只见季晚琼独自途经晓桑若的木窗边,驻足了一会儿,窗缝里可见君子和衣而卧,风静桂花落有声,日晚才惊觉这季家大院,世人口中的公贵大家,原来这样寂静人稀。
季家除了两个丫鬟两个厨娘,就连夜半一个掌灯的人都没有,日晚是妖,无谓这些,可季晚琼呢?
自她化人起,至今已有三年光阴,却从未见他出过季家大门,人人都道季家公子天神转世却身娇体弱,无论祭祀占谶或是行医救人,都在一墙之隔的另一个院落高台进行,里外围满了虔诚的百姓。

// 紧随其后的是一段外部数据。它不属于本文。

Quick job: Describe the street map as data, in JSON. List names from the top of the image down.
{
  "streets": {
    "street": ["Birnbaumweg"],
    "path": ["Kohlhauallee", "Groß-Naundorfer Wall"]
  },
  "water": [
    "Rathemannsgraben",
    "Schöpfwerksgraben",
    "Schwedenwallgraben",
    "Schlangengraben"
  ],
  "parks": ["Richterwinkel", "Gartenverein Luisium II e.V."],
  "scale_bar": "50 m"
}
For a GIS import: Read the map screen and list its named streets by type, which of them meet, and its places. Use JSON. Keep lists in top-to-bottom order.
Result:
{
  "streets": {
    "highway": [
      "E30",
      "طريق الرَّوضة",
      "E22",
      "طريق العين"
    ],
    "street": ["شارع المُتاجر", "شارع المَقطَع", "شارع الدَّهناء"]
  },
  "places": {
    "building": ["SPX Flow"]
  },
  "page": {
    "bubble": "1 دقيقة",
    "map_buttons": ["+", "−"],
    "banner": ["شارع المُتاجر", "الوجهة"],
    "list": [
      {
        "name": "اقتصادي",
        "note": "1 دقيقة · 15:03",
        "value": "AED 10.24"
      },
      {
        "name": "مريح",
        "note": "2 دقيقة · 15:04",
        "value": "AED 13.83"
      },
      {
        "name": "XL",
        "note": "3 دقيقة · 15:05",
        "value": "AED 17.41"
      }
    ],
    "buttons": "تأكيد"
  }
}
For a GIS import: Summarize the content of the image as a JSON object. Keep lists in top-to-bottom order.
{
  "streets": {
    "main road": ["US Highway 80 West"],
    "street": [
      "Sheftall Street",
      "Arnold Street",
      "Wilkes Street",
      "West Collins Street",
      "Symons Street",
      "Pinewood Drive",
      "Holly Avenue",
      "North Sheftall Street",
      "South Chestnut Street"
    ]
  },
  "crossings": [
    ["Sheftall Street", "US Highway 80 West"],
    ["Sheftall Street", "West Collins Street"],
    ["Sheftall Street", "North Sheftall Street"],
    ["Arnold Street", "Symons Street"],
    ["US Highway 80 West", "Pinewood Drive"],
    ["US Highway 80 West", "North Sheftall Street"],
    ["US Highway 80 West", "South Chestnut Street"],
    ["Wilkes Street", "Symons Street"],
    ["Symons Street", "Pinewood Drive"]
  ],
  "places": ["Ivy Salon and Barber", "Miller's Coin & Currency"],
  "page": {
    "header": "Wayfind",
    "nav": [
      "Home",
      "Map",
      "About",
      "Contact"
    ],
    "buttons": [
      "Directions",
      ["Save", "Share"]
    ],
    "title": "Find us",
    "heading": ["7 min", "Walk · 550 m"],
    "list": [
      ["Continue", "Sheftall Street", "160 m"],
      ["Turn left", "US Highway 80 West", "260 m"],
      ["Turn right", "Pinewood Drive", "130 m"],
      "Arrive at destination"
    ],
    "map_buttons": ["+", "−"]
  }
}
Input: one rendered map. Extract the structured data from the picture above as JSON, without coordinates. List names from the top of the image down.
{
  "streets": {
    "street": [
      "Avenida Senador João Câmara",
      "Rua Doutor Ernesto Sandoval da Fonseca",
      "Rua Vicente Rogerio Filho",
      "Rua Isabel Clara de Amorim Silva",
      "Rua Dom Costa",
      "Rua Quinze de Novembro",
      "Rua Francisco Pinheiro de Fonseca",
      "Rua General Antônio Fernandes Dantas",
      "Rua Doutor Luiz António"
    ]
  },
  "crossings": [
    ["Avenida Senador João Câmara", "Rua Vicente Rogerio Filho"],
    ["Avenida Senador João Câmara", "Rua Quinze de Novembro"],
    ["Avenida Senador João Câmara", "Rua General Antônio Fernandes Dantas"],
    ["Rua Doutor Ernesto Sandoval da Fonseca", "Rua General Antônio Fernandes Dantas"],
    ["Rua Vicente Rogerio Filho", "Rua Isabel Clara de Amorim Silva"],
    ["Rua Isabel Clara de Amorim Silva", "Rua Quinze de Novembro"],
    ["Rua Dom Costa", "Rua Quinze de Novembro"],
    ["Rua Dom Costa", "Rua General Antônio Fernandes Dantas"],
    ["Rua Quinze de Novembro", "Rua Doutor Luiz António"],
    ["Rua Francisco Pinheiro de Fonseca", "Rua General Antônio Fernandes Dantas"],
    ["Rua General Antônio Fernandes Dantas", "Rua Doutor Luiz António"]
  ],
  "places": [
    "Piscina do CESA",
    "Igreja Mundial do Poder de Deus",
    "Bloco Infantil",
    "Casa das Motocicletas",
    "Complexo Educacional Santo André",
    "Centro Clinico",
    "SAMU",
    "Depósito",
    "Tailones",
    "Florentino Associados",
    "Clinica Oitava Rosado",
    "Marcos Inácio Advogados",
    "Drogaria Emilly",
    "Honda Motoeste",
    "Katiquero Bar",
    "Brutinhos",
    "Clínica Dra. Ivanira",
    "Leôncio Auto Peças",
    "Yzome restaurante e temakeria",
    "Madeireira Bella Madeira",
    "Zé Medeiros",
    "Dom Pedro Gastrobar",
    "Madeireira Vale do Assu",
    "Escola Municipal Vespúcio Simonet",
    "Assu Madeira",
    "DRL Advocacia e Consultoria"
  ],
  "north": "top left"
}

日晚并不觉得季晚琼有多喜欢这样做,虽然他每每坚持如此为百姓造福,但比起晓桑若会真心地向百姓们笑,季晚琼却从没在任何人面前流露出生动的情感。
其实日晚也希望晓桑若能够在金陵城留下多一些时日,至少这样,季晚琼能够有一个真正陪他说话的人,而不是每每埋头书房中出来,就只能无言地给她浇灌,她的陪伴对他来说,远没有晓桑若的到来让他欣喜。
可惜棋盘下的对弈,终究只能有一方获胜。